* EXERCISE DETAILS *
Below are records; quote them exactly from the first line through the line that contains "Read the map".

* RECORDS FOR THIS EXERCISE *
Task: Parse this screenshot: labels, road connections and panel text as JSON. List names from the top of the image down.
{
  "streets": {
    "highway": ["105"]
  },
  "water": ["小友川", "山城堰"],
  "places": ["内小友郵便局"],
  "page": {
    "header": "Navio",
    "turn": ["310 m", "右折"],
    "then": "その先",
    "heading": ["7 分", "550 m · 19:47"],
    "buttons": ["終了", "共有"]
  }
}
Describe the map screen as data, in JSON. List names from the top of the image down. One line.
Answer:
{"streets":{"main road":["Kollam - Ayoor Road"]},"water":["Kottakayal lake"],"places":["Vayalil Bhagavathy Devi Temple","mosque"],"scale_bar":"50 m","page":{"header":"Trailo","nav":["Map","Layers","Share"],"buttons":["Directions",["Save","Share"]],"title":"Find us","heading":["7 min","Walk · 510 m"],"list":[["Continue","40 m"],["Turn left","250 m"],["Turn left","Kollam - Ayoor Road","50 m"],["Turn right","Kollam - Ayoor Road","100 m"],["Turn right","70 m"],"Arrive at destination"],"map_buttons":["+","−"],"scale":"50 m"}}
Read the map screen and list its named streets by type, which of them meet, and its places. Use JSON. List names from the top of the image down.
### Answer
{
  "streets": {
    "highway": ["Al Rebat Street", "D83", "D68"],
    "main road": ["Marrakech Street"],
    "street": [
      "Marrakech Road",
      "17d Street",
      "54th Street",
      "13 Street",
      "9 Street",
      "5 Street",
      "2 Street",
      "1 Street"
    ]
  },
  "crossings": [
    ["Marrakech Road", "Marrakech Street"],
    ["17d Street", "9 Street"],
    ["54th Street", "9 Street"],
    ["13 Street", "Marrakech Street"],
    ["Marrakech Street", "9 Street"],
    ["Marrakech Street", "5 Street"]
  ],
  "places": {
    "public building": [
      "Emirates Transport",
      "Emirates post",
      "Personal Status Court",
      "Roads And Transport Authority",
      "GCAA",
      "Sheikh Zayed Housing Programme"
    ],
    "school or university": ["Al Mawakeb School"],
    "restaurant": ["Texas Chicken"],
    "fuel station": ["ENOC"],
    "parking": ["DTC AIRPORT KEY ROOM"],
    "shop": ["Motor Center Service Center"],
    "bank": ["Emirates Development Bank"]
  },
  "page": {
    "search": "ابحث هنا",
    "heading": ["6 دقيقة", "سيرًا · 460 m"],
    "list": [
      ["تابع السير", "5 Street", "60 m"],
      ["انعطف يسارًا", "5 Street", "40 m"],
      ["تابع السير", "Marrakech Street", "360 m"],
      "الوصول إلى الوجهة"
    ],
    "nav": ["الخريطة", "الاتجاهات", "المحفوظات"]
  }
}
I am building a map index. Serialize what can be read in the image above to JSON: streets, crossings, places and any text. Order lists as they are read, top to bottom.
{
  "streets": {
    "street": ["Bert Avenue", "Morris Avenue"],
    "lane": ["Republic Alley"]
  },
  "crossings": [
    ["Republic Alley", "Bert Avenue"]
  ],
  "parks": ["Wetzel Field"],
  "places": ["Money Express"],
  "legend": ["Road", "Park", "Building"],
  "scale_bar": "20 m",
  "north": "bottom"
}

* RESULT FOR THIS EXERCISE *
Task: Parse this screenshot: labels, road connections and panel text as JSON. List names from the top of the image down.
{
  "streets": {
    "highway": ["105"]
  },
  "water": ["小友川", "山城堰"],
  "places": ["内小友郵便局"],
  "page": {
    "header": "Navio",
    "turn": ["310 m", "右折"],
    "then": "その先",
    "heading": ["7 分", "550 m · 19:47"],
    "buttons": ["終了", "共有"]
  }
}
Describe the map screen as data, in JSON. List names from the top of the image down. One line.
Answer:
{"streets":{"main road":["Kollam - Ayoor Road"]},"water":["Kottakayal lake"],"places":["Vayalil Bhagavathy Devi Temple","mosque"],"scale_bar":"50 m","page":{"header":"Trailo","nav":["Map","Layers","Share"],"buttons":["Directions",["Save","Share"]],"title":"Find us","heading":["7 min","Walk · 510 m"],"list":[["Continue","40 m"],["Turn left","250 m"],["Turn left","Kollam - Ayoor Road","50 m"],["Turn right","Kollam - Ayoor Road","100 m"],["Turn right","70 m"],"Arrive at destination"],"map_buttons":["+","−"],"scale":"50 m"}}
Read the map screen and list its named streets by type, which of them meet, and its places. Use JSON. List names from the top of the image down.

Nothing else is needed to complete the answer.